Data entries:
******

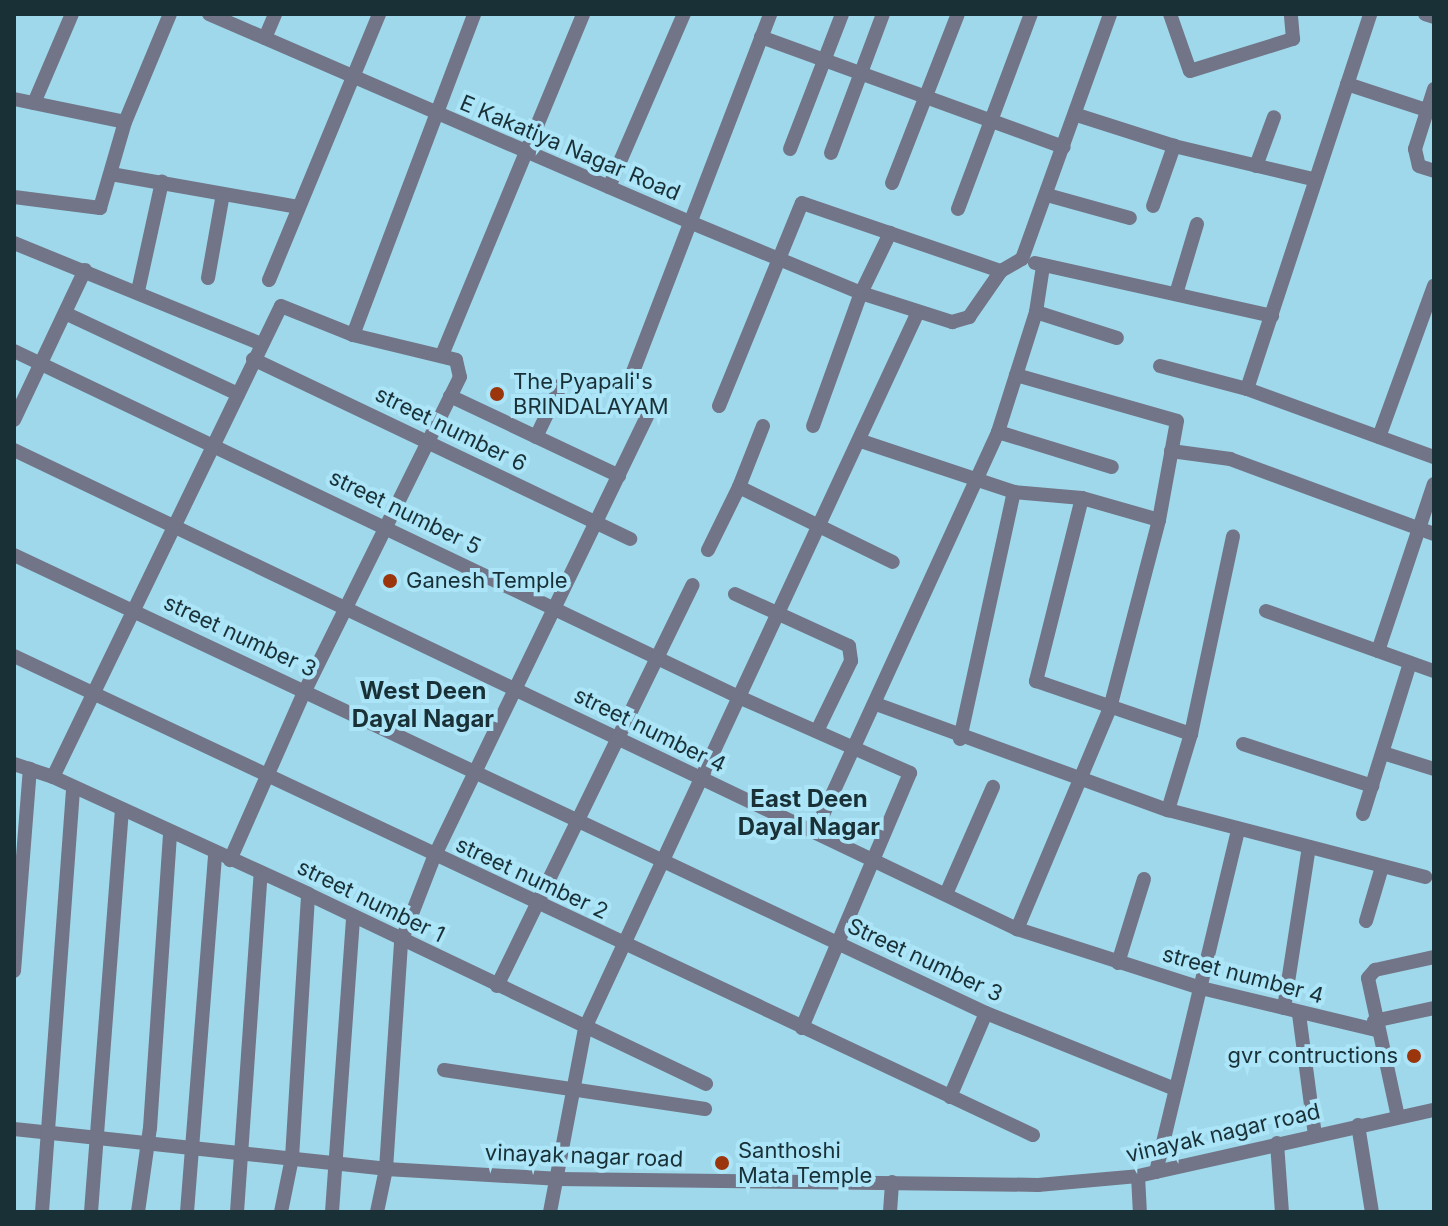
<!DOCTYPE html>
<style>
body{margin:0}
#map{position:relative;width:1448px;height:1226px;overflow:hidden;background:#9ed8ea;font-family:Inter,sans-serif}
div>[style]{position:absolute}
.minor>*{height:14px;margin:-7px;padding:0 7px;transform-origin:7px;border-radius:7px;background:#727487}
.dots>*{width:22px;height:22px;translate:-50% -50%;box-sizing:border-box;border:4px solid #abe5f7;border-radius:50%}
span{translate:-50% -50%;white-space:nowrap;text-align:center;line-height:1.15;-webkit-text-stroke:8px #abe5f7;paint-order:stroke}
.street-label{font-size:22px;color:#193037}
.poi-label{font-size:22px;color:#193037}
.left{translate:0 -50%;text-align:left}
.right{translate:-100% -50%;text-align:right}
.neighbourhood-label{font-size:24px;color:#193037;font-weight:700}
.frame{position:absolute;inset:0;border:16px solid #193037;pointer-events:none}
</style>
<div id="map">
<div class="minor">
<div style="left:209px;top:14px;width:526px;rotate:23.4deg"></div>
<div style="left:692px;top:223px;width:183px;rotate:22.5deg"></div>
<div style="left:861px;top:293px;width:96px;rotate:17.7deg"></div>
<div style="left:952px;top:322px;width:18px;rotate:-16deg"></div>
<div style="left:969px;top:317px;width:56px;rotate:-55.2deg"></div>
<div style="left:1001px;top:271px;width:24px;rotate:-30deg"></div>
<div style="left:1022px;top:259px;width:260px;rotate:-70.2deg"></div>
<div style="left:1170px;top:14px;width:60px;rotate:70.7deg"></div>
<div style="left:1190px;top:71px;width:108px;rotate:-17.3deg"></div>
<div style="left:1293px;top:39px;width:25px;rotate:-95deg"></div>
<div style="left:1425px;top:14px;width:9px;rotate:18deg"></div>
<div style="left:761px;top:37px;width:322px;rotate:20deg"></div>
<div style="left:265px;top:38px;width:26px;rotate:-67deg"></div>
<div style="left:1347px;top:84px;width:83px;rotate:18.2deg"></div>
<div style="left:1434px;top:89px;width:63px;rotate:107.6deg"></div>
<div style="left:1415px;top:149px;width:17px;rotate:77deg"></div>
<div style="left:1419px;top:166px;width:16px;rotate:18deg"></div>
<div style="left:14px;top:99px;width:113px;rotate:11.7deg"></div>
<div style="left:34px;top:103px;width:97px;rotate:-66.9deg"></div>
<div style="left:1077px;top:115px;width:102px;rotate:17.7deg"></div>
<div style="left:1174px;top:146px;width:143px;rotate:13.4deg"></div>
<div style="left:790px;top:149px;width:145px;rotate:-68.9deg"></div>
<div style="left:831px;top:153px;width:148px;rotate:-69.5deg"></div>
<div style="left:1256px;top:166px;width:52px;rotate:-69.8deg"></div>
<div style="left:111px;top:174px;width:190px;rotate:10deg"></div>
<div style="left:892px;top:183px;width:181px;rotate:-68.7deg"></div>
<div style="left:609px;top:187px;width:189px;rotate:-66.6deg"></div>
<div style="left:1047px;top:195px;width:86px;rotate:15.5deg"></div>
<div style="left:14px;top:197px;width:87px;rotate:7.3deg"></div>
<div style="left:100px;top:208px;width:90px;rotate:-73.8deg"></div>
<div style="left:125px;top:122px;width:117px;rotate:-67.4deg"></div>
<div style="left:1153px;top:206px;width:64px;rotate:-70.7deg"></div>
<div style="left:958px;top:209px;width:208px;rotate:-69.5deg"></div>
<div style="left:14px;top:243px;width:267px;rotate:22.2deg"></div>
<div style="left:1035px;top:263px;width:243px;rotate:12.6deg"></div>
<div style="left:208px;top:278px;width:85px;rotate:-79.9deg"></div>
<div style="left:269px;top:280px;width:288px;rotate:-67.5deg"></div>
<div style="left:138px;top:291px;width:112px;rotate:-77.6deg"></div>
<div style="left:1176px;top:294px;width:73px;rotate:-73.3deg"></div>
<div style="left:1036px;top:312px;width:85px;rotate:17.8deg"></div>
<div style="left:67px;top:314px;width:189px;rotate:25.1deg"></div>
<div style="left:353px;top:335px;width:343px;rotate:-69.3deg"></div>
<div style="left:14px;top:351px;width:806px;rotate:25.52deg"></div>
<div style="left:741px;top:698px;width:185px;rotate:23.9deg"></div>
<div style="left:910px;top:773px;width:277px;rotate:113deg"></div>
<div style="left:442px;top:355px;width:369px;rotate:-67.5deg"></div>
<div style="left:253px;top:359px;width:418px;rotate:25.5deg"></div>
<div style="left:1160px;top:366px;width:90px;rotate:14.8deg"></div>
<div style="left:1247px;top:389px;width:199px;rotate:20deg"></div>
<div style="left:1016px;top:375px;width:167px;rotate:15.9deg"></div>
<div style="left:1177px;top:421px;width:101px;rotate:100.3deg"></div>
<div style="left:1159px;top:520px;width:194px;rotate:104.6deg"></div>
<div style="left:1110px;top:708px;width:240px;rotate:112.8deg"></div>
<div style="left:631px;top:377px;width:389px;rotate:-69deg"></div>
<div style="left:1247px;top:389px;width:395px;rotate:-71.8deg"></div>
<div style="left:450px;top:396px;width:187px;rotate:25.3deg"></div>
<div style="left:719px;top:406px;width:219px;rotate:-67.8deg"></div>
<div style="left:802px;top:203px;width:210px;rotate:18.9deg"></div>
<div style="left:14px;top:420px;width:166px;rotate:-64.7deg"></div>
<div style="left:763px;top:426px;width:66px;rotate:111.5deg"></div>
<div style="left:739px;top:487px;width:171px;rotate:26deg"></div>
<div style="left:813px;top:426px;width:141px;rotate:-70.2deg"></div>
<div style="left:861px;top:293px;width:67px;rotate:-64.2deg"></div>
<div style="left:998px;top:432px;width:119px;rotate:17.1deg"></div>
<div style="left:536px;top:437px;width:58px;rotate:-64.3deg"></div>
<div style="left:1379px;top:437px;width:161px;rotate:-70deg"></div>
<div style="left:861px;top:441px;width:161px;rotate:18.4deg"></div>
<div style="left:1014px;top:492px;width:68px;rotate:5deg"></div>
<div style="left:1082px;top:498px;width:80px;rotate:15.9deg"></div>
<div style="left:14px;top:450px;width:1112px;rotate:25.53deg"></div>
<div style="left:1017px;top:929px;width:193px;rotate:17.8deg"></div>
<div style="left:1201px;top:988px;width:180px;rotate:13.5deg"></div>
<div style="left:1171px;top:451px;width:60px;rotate:7.7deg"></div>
<div style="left:1230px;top:459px;width:217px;rotate:20.2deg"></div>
<div style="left:1082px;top:498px;width:189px;rotate:104.1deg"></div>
<div style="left:1036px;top:681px;width:164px;rotate:18.9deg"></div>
<div style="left:708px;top:550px;width:70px;rotate:-63.8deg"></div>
<div style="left:14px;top:555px;width:1074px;rotate:25.23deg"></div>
<div style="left:986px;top:1013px;width:201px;rotate:21.9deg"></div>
<div style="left:735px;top:594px;width:125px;rotate:24.5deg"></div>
<div style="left:849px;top:646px;width:15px;rotate:82deg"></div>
<div style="left:851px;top:661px;width:78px;rotate:115.9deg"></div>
<div style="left:1266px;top:611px;width:178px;rotate:19.7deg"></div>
<div style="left:1378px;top:651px;width:176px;rotate:-71.5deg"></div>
<div style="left:14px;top:656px;width:1126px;rotate:25.18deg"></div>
<div style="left:876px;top:704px;width:311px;rotate:20deg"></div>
<div style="left:1168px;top:810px;width:266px;rotate:14.6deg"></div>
<div style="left:960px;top:739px;width:253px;rotate:-77.7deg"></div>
<div style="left:1243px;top:744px;width:136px;rotate:18deg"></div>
<div style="left:1383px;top:753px;width:53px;rotate:17.4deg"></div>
<div style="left:14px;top:764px;width:41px;rotate:18.4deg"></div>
<div style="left:53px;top:777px;width:281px;rotate:24.6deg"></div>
<div style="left:308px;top:894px;width:441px;rotate:25.5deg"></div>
<div style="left:53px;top:777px;width:523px;rotate:-64.17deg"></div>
<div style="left:281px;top:306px;width:78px;rotate:21.9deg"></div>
<div style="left:353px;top:335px;width:106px;rotate:13.6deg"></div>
<div style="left:456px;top:360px;width:17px;rotate:77deg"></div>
<div style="left:460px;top:377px;width:349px;rotate:116.3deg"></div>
<div style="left:305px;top:690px;width:186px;rotate:113.8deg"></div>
<div style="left:1168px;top:810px;width:79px;rotate:-73.2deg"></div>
<div style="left:1191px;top:734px;width:202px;rotate:-78deg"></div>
<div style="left:1363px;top:814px;width:158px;rotate:-72.7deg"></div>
<div style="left:815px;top:832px;width:440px;rotate:-65.4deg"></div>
<div style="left:998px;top:432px;width:126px;rotate:-72.4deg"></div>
<div style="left:1036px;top:312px;width:47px;rotate:-81.3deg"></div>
<div style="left:946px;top:894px;width:117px;rotate:-66.3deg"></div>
<div style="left:1366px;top:921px;width:56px;rotate:-73.5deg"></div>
<div style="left:1118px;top:963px;width:88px;rotate:-72.8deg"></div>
<div style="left:14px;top:971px;width:203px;rotate:-85.5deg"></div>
<div style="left:497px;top:986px;width:446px;rotate:-64deg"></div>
<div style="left:1284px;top:1008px;width:163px;rotate:-81.2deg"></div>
<div style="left:1299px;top:1014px;width:122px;rotate:82.5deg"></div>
<div style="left:1374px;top:1021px;width:61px;rotate:-12.2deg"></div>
<div style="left:444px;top:1070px;width:264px;rotate:8.5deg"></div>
<div style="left:950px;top:1097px;width:91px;rotate:-66.8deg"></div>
<div style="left:1398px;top:1117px;width:142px;rotate:-102.2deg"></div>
<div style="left:1368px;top:978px;width:11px;rotate:-49deg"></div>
<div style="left:1375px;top:970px;width:60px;rotate:-12.4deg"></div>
<div style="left:1358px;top:1125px;width:88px;rotate:80.9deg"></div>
<div style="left:14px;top:1129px;width:374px;rotate:6.1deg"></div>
<div style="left:386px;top:1169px;width:171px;rotate:3.3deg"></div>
<div style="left:557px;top:1179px;width:481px;rotate:0.7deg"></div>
<div style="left:1038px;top:1185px;width:100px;rotate:-5.1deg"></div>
<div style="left:1138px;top:1176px;width:303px;rotate:-12.6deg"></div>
<div style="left:1277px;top:1143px;width:69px;rotate:85.9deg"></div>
<div style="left:1156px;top:1172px;width:352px;rotate:-76.5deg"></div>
<div style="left:1138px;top:1176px;width:36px;rotate:87deg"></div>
<div style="left:42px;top:1212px;width:425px;rotate:-85.8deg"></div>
<div style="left:91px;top:1212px;width:403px;rotate:-85.6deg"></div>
<div style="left:138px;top:1212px;width:85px;rotate:-81.9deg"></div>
<div style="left:150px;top:1128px;width:295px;rotate:-86.1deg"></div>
<div style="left:187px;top:1212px;width:359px;rotate:-85.5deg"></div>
<div style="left:237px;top:1212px;width:340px;rotate:-86deg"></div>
<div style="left:281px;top:1212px;width:55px;rotate:-78.5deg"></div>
<div style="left:292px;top:1158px;width:264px;rotate:-86.5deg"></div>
<div style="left:332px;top:1212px;width:293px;rotate:-85.9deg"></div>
<div style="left:377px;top:1212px;width:44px;rotate:-78.2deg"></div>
<div style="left:386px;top:1169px;width:227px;rotate:-86.2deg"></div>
<div style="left:401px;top:942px;width:91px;rotate:-68.8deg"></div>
<div style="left:434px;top:857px;width:492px;rotate:-64.2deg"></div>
<div style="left:550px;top:1212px;width:187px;rotate:-79.2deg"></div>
<div style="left:585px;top:1028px;width:787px;rotate:-65.06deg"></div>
<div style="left:890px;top:1212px;width:30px;rotate:-86deg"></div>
</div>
<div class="dots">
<div style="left:497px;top:394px;background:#9b350b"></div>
<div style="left:390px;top:581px;background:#9b350b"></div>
<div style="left:1414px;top:1056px;background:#9b350b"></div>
<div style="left:722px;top:1163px;background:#9b350b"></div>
</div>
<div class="street-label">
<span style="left:570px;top:148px;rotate:23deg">E Kakatiya Nagar Road</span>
<span style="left:451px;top:429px;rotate:26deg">street number 6</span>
<span style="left:405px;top:512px;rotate:26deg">street number 5</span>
<span style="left:240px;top:636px;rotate:25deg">street number 3</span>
<span style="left:650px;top:730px;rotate:26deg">street number 4</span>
<span style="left:532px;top:878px;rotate:25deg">street number 2</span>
<span style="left:371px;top:901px;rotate:26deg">street number 1</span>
<span style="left:925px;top:960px;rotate:25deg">Street number 3</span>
<span style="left:1243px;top:975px;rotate:15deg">street number 4</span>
<span style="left:1223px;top:1133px;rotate:-13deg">vinayak nagar road</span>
<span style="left:584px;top:1156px;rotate:2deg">vinayak nagar road</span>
</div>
<div class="poi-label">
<span class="left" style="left:513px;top:394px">The Pyapali's<br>BRINDALAYAM</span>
<span class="left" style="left:406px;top:581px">Ganesh Temple</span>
<span class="right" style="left:1398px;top:1056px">gvr contructions</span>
<span class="left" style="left:738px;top:1163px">Santhoshi<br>Mata Temple</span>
</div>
<div class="neighbourhood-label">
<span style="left:423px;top:705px">West Deen<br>Dayal Nagar</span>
<span style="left:809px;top:813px">East Deen<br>Dayal Nagar</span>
</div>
<div class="frame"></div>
</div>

******

Please output exactly the lines from the one containing "Kakatiya Nagar Road</span>" through the end of the records, both included.

<span style="left:570px;top:148px;rotate:23deg">E Kakatiya Nagar Road</span>
<span style="left:451px;top:429px;rotate:26deg">street number 6</span>
<span style="left:405px;top:512px;rotate:26deg">street number 5</span>
<span style="left:240px;top:636px;rotate:25deg">street number 3</span>
<span style="left:650px;top:730px;rotate:26deg">street number 4</span>
<span style="left:532px;top:878px;rotate:25deg">street number 2</span>
<span style="left:371px;top:901px;rotate:26deg">street number 1</span>
<span style="left:925px;top:960px;rotate:25deg">Street number 3</span>
<span style="left:1243px;top:975px;rotate:15deg">street number 4</span>
<span style="left:1223px;top:1133px;rotate:-13deg">vinayak nagar road</span>
<span style="left:584px;top:1156px;rotate:2deg">vinayak nagar road</span>
</div>
<div class="poi-label">
<span class="left" style="left:513px;top:394px">The Pyapali's<br>BRINDALAYAM</span>
<span class="left" style="left:406px;top:581px">Ganesh Temple</span>
<span class="right" style="left:1398px;top:1056px">gvr contructions</span>
<span class="left" style="left:738px;top:1163px">Santhoshi<br>Mata Temple</span>
</div>
<div class="neighbourhood-label">
<span style="left:423px;top:705px">West Deen<br>Dayal Nagar</span>
<span style="left:809px;top:813px">East Deen<br>Dayal Nagar</span>
</div>
<div class="frame"></div>
</div>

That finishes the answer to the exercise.